The Plan is intended to assist the Company and its Affiliates in (i) attracting
and retaining employees, directors and other service providers with ability and
initiative, (ii) providing incentives to those deemed important to the success
of the Company, (iii) aligning the interests of those individuals with the
interests of the Company and its stockholders through opportunities for
increased stock ownership. The Plan is intended to permit the grant of Options
that qualify as incentive stock options under Section 422 of the Code and
nonqualified stock options, Stock Awards, Performance Shares and Incentive
Awards. No Option that is intended to be an incentive stock option shall be
invalid for failure to qualify as an incentive stock option. The proceeds
received by the Company from the sale of Common Stock pursuant to this Plan
shall be used for general corporate purposes.


                                       G-3


                                   ARTICLE III

                                 ADMINISTRATION

The Plan shall be administered by the Committee. The Committee shall have
authority to grant Stock Awards, Performance Shares, Incentive Awards and
Options upon such terms (not inconsistent with the provisions of this Plan) as
the Committee may consider appropriate. Such terms may include conditions (in
addition to those contained in this Plan) on the exercisability of all or any
part of an Option or on the transferability or forfeitability of a Stock Award,
Incentive Award or Performance Shares. Notwithstanding any such conditions, the
Committee may, in its discretion, accelerate the time at which any Option may be
exercised, or the time at which a Stock Award may become transferable or
nonforfeitable or the time at which an Incentive Award or Performance Shares may
be settled. In addition, the Committee shall have complete authority to
interpret all provisions of this Plan; to prescribe the form of Agreements; to
adopt, amend, and rescind rules and regulations pertaining to the administration
of the Plan; and to make all other determinations necessary or advisable for the
administration of this Plan. The express grant in the Plan of any specific power
to the Committee shall not be construed as limiting any power or authority of
the Committee. Any decision made, or action taken, by the Committee or in
connection with the administration of this Plan shall be final and conclusive.
Neither the Committee nor any member of the Committee shall be liable for any
act done in good faith with respect to this Plan or any Agreement, Option, Stock
Award, Incentive Award or award of Performance Shares. All expenses of
administering this Plan shall be borne by the Company.

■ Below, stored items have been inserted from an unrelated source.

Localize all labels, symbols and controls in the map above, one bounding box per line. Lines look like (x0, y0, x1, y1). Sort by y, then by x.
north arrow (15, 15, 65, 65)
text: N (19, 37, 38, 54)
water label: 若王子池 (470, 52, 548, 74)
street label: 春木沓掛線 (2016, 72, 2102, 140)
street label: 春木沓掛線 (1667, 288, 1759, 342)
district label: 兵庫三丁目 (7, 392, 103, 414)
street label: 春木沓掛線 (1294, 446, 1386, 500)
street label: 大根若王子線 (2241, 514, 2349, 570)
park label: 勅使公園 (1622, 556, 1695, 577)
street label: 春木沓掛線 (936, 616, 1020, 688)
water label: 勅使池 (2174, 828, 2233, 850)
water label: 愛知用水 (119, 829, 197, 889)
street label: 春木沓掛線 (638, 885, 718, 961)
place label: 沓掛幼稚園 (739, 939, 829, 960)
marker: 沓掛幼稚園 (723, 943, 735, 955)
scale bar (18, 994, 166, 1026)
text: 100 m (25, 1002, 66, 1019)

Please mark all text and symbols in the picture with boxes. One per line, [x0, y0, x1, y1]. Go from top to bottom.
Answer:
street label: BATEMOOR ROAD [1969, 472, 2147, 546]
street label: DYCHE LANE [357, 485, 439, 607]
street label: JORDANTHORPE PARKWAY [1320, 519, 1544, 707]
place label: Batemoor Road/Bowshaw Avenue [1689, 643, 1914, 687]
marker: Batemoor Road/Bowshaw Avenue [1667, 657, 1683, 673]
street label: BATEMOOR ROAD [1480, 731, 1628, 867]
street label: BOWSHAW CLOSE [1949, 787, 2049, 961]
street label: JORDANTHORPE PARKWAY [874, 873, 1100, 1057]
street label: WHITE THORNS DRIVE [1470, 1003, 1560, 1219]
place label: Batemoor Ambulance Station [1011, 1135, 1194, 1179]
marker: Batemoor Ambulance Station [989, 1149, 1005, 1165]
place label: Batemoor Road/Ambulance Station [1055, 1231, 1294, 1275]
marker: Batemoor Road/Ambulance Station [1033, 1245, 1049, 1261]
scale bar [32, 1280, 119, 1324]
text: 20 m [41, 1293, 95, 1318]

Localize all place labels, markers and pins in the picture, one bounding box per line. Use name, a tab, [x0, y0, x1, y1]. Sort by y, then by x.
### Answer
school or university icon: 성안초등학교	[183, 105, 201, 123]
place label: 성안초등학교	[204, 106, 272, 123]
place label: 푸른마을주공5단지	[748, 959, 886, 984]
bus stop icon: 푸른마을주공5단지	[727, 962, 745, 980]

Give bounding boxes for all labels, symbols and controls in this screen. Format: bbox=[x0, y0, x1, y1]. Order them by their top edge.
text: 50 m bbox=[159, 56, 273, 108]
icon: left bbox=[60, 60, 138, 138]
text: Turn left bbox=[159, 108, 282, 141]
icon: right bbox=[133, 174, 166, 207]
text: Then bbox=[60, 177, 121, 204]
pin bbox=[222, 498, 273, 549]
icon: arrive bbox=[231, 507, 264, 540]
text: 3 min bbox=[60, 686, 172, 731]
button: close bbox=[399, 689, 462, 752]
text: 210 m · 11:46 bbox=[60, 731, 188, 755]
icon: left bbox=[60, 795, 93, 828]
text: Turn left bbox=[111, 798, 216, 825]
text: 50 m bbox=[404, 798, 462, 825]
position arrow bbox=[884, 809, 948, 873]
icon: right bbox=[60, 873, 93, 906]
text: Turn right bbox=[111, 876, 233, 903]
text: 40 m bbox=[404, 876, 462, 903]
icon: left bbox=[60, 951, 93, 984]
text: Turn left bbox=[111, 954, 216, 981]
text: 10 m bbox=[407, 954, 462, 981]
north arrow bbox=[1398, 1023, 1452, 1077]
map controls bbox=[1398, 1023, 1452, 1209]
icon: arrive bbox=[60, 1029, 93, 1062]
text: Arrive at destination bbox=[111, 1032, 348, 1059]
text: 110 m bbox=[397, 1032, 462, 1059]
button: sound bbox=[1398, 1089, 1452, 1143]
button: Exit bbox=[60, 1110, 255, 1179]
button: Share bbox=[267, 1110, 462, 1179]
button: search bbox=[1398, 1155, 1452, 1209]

The Committee, in its discretion, may delegate to one or more officers of the
Company all or part of the Committee's authority and duties with respect to
grants and awards to individuals who are not subject to the reporting and other
provisions of Section 16 of the Exchange Act; provided, however, the Committee
shall not delegate its authority (i) to appoint delegates or its authority to
amend or revoke any delegation, (ii) under Articles XI and XII hereof and (iii)
to accelerate the exercisability of Options, the transferability of Stock Awards
or the time at which Incentive Awards or awards of Performance Shares may be
settled. The Committee may revoke or amend the terms of a delegation at any time
but such action shall not invalidate any prior actions of the Committee's
delegate or delegates that were consistent with the terms of the Plan.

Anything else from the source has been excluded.